My use-case: I have a bug. I know which change caused this bug. (right down to the exact line) However, this change causes tons of subtle ripple effects in the execution of my program, such that, by the time an assert trips, I am far away from the start of the problem.
What I want is to do 2 runs of RR, 1 before and 1 after the patch.
Then I want to run some kind of 'rr delta' program, which will tell me the earliest point at which the execution of the two traces begins to diverge.
Likely this will also need: () some kind of 'ignore and continue' command to skip the boring stuff that is slightly out of order () some kind of 'only consider these threads' as interesting (*) some kind of 'ignore filter' to ignore whole swaths of source code where the differences are uninteresting.
That's a good idea that I've been thinking about for a long time. It would be a cool research project. Unfortunately I don't have the time to work on it.

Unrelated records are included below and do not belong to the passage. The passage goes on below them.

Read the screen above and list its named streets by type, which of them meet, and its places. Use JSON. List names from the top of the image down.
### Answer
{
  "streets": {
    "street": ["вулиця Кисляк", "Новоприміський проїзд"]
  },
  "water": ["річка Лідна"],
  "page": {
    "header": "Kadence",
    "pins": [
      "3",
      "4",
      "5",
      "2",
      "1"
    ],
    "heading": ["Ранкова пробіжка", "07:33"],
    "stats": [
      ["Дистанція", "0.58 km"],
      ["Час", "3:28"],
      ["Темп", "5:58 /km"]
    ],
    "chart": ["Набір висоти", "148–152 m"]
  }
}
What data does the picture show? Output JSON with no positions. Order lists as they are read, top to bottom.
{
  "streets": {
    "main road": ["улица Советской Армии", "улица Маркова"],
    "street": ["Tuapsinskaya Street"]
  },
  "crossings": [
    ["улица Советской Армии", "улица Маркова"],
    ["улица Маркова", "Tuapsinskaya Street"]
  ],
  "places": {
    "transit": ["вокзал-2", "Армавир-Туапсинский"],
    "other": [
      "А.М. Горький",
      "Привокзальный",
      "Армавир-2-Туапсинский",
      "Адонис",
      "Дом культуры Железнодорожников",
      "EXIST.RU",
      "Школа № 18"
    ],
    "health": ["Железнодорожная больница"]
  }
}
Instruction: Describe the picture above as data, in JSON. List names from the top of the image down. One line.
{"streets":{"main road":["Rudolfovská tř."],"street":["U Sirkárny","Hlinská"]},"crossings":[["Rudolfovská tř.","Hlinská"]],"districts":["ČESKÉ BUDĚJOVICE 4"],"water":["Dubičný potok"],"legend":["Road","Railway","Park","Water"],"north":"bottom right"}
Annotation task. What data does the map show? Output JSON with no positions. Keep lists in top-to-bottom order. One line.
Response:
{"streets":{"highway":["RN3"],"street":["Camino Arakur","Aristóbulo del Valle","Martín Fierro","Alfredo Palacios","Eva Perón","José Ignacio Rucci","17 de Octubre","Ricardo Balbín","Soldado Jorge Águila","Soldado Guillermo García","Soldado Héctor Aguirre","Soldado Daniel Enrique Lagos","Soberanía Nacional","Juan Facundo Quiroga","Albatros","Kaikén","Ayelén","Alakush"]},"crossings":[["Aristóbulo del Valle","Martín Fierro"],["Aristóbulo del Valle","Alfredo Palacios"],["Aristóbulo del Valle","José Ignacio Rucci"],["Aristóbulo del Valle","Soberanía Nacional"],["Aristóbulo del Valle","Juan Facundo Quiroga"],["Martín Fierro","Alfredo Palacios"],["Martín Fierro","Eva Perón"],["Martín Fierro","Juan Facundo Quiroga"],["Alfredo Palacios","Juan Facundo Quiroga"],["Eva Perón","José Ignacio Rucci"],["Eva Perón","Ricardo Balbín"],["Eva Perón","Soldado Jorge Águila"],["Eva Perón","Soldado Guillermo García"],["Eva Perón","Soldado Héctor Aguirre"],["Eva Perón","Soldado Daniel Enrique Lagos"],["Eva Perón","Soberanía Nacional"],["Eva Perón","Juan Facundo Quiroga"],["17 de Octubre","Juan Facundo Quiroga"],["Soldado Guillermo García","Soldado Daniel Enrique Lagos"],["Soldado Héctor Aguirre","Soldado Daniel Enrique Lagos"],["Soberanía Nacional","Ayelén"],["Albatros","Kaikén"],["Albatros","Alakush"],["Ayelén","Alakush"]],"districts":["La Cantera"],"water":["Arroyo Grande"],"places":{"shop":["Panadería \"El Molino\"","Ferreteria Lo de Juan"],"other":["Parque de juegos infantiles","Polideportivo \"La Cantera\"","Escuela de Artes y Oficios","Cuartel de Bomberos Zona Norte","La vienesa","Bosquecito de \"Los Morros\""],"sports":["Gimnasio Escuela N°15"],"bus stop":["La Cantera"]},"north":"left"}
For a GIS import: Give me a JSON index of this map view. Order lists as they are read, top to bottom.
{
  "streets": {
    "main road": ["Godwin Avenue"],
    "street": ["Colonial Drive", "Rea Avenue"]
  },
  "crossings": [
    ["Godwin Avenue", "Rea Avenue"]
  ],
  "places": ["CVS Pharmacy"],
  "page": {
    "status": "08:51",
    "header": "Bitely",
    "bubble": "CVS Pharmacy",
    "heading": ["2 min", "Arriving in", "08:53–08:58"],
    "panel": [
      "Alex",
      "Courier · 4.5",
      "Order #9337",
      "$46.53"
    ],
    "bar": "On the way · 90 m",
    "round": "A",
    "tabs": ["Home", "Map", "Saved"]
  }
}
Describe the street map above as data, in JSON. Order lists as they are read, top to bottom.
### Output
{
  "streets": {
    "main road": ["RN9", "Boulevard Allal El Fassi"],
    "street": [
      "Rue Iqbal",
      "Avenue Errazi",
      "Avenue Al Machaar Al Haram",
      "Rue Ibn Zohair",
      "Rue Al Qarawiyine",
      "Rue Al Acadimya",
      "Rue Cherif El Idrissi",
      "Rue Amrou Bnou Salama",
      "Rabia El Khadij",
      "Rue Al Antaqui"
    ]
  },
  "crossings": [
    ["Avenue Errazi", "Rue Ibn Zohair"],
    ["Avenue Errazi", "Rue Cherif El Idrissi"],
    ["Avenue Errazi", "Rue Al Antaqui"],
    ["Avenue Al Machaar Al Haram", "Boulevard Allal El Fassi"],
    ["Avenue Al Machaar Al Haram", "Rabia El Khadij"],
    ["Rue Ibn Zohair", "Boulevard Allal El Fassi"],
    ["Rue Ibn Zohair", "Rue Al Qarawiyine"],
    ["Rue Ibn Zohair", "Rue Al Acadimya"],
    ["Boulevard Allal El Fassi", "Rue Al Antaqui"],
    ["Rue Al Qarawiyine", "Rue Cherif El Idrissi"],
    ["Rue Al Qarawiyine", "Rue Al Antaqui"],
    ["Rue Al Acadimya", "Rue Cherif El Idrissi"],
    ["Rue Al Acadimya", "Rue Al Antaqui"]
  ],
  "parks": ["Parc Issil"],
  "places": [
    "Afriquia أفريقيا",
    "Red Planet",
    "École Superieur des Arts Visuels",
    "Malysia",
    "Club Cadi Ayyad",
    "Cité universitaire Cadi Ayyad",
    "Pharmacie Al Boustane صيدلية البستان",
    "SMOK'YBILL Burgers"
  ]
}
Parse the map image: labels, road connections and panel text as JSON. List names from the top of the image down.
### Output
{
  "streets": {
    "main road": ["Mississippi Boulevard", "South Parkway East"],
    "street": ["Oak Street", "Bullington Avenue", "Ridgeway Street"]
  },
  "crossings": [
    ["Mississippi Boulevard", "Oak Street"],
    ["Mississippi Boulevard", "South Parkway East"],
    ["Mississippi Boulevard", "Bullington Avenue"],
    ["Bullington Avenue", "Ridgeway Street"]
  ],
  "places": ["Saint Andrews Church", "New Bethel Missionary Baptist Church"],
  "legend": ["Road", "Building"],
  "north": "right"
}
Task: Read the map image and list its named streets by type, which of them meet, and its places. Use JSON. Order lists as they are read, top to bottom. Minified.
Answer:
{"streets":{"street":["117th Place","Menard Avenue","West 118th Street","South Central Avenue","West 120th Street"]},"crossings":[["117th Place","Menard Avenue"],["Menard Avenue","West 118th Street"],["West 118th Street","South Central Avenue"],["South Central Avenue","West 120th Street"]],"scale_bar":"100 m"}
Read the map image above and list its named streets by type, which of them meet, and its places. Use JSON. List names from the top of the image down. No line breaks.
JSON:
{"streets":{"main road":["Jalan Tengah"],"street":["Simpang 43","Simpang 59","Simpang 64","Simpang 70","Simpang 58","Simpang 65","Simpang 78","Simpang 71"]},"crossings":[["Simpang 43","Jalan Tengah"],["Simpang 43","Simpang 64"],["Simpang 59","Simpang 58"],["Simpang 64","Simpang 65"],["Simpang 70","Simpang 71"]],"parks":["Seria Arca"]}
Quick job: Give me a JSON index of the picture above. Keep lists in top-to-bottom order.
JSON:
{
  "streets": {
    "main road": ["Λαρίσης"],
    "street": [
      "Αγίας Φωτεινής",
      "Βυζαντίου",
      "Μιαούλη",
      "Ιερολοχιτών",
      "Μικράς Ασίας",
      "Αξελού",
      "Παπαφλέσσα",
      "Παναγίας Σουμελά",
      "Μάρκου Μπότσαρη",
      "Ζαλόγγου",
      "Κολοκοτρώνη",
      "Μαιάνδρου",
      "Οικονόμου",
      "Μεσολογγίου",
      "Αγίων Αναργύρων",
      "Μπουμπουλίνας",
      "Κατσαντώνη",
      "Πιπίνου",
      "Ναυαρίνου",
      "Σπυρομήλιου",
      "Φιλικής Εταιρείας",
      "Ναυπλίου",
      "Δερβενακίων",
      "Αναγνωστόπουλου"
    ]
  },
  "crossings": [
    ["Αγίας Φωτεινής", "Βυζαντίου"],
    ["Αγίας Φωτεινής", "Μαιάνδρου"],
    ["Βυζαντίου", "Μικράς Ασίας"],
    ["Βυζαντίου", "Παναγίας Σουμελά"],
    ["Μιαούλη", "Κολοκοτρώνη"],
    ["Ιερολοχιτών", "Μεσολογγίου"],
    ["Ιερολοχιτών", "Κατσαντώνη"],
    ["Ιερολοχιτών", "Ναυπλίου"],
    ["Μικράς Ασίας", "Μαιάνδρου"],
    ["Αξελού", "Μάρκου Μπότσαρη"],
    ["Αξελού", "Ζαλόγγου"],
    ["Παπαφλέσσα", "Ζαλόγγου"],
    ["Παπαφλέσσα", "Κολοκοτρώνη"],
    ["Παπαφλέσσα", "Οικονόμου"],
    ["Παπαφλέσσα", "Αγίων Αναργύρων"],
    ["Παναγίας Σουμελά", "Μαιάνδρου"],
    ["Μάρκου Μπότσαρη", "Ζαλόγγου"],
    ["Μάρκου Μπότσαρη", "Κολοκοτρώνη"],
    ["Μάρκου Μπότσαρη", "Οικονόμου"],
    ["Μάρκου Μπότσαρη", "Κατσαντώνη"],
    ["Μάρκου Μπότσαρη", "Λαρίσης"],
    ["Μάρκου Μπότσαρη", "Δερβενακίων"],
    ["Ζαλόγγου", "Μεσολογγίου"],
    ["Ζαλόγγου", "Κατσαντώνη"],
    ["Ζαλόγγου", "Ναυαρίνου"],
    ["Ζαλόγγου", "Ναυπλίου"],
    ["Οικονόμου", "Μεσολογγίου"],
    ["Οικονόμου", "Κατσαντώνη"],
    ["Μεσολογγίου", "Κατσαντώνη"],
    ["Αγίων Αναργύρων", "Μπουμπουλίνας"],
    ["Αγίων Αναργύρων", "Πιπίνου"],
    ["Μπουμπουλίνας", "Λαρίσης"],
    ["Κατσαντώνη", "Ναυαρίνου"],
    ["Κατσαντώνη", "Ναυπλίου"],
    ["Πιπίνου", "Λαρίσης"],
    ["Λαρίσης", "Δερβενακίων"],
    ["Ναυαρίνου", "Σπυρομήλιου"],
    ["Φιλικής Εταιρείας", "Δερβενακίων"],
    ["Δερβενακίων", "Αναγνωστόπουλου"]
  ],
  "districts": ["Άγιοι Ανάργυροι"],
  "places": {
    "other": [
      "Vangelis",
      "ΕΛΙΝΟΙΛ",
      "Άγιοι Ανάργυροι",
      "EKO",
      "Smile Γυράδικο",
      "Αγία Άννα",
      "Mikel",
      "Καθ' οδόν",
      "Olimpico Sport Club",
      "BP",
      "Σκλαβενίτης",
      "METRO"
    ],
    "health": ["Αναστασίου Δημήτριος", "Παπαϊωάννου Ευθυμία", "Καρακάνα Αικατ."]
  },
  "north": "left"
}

You might be able to hack something together with gdb that works in some cases.
drltrace from dynamorio can generate a log of shared library calls, and for the main binary you can print __builtin_return_address(0) from gcc's -finstrument-functions callbacks and resolve addresses to symbols using llvm-symbolizer or similar. Then diff the logs. This is all at function call granularity though.
As something close, one can call rr dump for different executions, which contains a lot of events (mostly syscalls though), then reduce the difference by using grep and co, and compare with diff and e.g. diffr.
This would be an awesome functionality for writing deterministic programs.